(Stored items)
■ ■ ■

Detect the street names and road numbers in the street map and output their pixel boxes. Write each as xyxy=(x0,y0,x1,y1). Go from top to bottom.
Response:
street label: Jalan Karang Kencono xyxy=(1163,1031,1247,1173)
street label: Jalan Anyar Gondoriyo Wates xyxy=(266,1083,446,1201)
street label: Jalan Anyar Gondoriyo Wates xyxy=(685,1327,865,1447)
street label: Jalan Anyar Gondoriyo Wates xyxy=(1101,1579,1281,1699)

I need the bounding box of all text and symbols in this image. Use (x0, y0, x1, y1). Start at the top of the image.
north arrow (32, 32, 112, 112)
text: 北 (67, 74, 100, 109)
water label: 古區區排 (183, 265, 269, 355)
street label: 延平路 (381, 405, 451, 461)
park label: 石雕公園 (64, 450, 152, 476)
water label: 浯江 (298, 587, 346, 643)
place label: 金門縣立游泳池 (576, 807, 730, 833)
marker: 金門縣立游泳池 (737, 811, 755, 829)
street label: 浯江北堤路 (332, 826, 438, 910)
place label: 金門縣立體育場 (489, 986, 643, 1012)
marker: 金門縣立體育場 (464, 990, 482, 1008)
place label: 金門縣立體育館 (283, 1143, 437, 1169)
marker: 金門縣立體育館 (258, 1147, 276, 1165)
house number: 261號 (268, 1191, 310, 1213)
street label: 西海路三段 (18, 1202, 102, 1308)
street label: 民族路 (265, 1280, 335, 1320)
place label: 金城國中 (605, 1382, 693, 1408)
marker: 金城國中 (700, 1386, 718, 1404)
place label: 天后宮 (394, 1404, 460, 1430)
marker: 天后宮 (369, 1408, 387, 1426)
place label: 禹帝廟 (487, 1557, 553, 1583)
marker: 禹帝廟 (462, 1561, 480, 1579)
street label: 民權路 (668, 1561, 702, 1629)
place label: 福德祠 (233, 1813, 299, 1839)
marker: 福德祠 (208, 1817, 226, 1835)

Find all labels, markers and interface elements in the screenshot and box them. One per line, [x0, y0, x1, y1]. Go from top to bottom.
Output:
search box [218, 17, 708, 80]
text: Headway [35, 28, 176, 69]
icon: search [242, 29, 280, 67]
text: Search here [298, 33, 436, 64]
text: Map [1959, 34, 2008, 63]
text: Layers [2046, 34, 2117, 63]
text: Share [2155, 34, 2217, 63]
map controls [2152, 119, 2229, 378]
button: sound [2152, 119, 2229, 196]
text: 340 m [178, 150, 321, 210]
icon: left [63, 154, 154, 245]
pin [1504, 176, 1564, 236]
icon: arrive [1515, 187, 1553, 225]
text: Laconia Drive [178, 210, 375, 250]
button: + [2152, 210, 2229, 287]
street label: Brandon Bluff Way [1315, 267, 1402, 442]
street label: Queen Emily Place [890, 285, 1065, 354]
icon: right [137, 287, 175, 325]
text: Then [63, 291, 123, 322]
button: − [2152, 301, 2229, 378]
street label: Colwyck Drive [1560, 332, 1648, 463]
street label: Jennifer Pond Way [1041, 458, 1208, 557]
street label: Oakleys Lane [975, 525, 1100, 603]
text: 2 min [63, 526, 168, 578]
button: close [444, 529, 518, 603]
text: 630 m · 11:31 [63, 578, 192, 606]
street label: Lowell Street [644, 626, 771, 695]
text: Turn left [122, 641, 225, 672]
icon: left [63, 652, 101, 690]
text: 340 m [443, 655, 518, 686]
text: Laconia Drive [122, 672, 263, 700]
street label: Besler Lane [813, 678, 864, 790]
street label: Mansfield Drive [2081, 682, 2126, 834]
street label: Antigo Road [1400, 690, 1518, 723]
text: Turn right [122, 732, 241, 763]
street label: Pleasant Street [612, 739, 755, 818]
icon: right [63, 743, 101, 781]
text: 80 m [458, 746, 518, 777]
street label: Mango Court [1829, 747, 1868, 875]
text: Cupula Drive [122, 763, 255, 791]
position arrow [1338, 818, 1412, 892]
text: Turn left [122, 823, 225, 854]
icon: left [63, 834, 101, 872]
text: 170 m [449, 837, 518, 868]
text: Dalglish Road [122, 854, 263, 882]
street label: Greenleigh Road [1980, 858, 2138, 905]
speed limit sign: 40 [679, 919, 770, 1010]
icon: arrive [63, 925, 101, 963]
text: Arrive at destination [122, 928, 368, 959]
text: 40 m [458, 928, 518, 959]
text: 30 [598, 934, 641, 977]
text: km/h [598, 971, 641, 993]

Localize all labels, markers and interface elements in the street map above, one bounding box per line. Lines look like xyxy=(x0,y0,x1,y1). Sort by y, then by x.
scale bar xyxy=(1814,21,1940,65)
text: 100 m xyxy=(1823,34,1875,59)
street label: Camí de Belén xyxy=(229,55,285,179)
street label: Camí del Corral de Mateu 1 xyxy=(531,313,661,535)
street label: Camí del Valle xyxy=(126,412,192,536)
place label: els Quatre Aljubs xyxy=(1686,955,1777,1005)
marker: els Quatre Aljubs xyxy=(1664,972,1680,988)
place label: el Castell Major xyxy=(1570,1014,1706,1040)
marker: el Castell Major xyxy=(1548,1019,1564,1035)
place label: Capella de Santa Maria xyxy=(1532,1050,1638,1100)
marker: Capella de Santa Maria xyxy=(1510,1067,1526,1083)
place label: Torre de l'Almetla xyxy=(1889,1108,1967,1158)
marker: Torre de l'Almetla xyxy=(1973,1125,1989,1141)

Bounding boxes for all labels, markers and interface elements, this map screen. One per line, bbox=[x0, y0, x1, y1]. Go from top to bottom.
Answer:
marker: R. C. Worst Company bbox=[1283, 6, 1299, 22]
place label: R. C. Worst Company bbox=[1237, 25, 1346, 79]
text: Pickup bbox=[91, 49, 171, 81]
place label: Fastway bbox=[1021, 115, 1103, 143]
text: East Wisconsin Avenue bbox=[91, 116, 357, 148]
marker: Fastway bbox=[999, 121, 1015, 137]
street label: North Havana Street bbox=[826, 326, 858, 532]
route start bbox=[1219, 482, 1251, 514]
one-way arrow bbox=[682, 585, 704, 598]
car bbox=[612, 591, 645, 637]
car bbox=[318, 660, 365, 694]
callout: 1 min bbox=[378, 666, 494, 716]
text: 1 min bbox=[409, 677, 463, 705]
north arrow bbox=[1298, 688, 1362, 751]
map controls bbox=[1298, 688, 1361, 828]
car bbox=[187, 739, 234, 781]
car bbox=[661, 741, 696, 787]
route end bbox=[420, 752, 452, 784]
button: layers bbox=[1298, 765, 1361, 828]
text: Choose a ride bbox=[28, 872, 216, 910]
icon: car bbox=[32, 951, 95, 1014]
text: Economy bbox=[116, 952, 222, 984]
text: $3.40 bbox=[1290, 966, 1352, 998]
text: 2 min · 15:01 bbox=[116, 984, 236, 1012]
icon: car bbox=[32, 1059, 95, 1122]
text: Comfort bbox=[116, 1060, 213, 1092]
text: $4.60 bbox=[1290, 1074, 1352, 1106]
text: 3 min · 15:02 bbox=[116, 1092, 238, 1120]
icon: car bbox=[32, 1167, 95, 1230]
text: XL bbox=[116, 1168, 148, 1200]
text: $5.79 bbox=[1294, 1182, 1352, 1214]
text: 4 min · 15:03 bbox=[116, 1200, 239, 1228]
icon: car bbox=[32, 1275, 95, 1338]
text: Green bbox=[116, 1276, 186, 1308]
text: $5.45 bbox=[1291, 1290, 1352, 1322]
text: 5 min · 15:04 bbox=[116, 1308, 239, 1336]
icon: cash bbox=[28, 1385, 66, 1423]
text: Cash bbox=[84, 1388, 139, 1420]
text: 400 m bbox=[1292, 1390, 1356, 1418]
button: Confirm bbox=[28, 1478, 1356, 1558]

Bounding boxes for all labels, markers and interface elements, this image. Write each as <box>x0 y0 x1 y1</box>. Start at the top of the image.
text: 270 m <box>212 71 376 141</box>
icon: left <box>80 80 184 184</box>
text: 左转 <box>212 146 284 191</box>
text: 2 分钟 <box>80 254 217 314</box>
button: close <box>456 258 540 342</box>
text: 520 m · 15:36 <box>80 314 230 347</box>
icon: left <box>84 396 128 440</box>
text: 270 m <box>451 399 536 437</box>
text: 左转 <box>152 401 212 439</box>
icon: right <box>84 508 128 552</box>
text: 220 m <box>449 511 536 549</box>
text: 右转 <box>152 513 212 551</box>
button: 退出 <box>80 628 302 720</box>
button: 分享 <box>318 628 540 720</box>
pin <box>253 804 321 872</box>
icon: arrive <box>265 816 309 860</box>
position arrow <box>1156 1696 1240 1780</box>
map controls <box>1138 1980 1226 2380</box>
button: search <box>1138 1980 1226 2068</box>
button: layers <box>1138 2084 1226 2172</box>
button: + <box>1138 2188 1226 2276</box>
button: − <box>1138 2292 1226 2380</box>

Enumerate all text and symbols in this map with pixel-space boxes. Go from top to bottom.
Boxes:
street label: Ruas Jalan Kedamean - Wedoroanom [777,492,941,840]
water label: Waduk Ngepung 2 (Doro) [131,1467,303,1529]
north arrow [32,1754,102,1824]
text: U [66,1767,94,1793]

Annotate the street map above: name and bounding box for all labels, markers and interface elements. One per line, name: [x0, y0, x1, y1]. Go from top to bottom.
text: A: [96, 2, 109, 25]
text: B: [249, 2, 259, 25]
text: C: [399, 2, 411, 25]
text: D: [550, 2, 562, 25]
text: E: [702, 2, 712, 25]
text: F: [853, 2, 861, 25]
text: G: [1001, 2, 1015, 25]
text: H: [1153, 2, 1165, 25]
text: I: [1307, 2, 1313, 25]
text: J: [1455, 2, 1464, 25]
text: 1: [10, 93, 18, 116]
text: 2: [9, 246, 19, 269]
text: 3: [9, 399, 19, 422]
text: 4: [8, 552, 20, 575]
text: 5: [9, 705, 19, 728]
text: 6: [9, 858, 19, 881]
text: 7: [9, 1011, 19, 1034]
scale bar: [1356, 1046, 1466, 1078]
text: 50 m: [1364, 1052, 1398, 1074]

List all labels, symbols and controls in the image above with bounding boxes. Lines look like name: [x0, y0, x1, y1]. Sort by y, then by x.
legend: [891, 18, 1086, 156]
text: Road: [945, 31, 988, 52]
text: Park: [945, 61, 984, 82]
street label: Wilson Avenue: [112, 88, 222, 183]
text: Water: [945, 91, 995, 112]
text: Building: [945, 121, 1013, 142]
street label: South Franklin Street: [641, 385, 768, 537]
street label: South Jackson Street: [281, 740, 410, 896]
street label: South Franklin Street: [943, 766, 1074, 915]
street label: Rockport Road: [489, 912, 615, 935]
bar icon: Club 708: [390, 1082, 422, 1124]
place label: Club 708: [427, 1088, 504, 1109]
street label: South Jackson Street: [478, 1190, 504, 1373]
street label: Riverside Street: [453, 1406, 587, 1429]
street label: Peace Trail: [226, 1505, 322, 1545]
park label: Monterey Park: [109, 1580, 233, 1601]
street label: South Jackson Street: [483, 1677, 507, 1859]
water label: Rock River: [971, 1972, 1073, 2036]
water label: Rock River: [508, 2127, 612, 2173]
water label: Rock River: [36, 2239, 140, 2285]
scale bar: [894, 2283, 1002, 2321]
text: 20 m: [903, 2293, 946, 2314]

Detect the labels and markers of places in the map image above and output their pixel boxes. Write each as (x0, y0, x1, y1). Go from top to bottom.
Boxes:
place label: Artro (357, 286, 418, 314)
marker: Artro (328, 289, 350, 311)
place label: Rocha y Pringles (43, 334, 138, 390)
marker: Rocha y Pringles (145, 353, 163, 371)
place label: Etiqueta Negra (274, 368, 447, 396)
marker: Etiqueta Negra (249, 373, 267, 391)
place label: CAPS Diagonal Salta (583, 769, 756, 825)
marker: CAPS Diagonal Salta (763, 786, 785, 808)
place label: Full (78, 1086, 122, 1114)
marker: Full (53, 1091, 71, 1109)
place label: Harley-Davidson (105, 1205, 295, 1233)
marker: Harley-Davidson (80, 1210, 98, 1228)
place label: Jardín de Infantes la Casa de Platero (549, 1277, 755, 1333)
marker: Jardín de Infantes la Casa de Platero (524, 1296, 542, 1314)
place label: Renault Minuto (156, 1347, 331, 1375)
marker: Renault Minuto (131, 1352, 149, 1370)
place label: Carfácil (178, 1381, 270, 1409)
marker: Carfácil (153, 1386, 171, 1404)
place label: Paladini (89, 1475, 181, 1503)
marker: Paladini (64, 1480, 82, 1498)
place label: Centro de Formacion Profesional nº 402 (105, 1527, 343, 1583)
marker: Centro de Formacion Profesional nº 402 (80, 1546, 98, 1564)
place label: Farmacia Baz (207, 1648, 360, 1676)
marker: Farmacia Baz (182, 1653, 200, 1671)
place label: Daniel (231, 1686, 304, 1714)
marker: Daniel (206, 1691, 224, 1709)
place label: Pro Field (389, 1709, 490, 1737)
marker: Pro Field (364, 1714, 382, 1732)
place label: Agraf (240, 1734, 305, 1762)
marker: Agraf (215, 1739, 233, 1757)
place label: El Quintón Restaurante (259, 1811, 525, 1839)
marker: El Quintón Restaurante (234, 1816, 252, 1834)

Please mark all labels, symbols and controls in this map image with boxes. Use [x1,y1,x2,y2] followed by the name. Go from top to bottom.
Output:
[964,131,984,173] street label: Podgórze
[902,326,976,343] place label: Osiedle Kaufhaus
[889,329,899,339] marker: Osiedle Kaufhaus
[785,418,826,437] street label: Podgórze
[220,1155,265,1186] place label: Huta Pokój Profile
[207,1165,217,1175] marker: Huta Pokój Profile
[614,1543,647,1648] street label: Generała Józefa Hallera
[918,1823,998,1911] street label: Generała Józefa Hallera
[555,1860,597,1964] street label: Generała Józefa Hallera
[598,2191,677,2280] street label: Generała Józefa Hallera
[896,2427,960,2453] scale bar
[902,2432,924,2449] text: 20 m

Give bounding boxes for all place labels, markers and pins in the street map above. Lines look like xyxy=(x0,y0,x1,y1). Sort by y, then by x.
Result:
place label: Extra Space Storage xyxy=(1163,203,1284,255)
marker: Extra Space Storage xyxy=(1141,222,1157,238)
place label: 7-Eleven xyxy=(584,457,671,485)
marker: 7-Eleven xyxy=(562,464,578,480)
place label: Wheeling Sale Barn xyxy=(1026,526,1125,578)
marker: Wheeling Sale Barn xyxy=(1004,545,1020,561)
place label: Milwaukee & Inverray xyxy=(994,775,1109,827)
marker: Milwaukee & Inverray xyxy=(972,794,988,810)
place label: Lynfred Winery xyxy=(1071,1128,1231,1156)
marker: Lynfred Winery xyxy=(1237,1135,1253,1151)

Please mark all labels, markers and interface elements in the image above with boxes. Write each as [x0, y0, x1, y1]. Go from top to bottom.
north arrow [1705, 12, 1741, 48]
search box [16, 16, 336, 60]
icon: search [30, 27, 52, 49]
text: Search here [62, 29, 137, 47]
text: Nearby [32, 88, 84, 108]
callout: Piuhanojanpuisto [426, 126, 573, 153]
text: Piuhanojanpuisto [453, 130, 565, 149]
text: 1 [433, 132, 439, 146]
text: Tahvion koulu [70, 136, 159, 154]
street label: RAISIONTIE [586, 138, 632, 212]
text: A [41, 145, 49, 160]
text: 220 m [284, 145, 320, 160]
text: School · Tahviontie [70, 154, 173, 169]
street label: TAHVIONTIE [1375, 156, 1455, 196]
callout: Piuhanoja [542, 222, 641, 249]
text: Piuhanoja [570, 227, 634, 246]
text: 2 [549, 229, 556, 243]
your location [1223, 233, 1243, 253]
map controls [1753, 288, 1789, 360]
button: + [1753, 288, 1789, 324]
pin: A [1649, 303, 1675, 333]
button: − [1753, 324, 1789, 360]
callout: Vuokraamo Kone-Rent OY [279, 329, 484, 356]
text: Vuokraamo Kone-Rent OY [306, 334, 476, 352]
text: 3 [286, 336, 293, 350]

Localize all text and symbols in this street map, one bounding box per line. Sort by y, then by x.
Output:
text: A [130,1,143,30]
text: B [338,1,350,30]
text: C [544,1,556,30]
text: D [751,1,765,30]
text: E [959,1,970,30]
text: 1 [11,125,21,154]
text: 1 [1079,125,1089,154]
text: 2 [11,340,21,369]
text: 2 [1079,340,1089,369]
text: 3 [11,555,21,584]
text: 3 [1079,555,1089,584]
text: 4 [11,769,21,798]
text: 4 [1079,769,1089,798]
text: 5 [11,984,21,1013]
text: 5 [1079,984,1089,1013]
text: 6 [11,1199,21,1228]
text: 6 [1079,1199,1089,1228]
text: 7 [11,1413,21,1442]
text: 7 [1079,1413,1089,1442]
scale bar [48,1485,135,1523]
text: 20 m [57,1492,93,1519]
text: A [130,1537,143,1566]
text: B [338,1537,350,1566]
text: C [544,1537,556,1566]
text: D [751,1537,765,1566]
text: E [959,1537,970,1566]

■ ■ ■

_Requirement:_ From the entries above, copy every line containing the word "Santa".

_Your response:_
place label: Capella de Santa Maria xyxy=(1532,1050,1638,1100)
marker: Capella de Santa Maria xyxy=(1510,1067,1526,1083)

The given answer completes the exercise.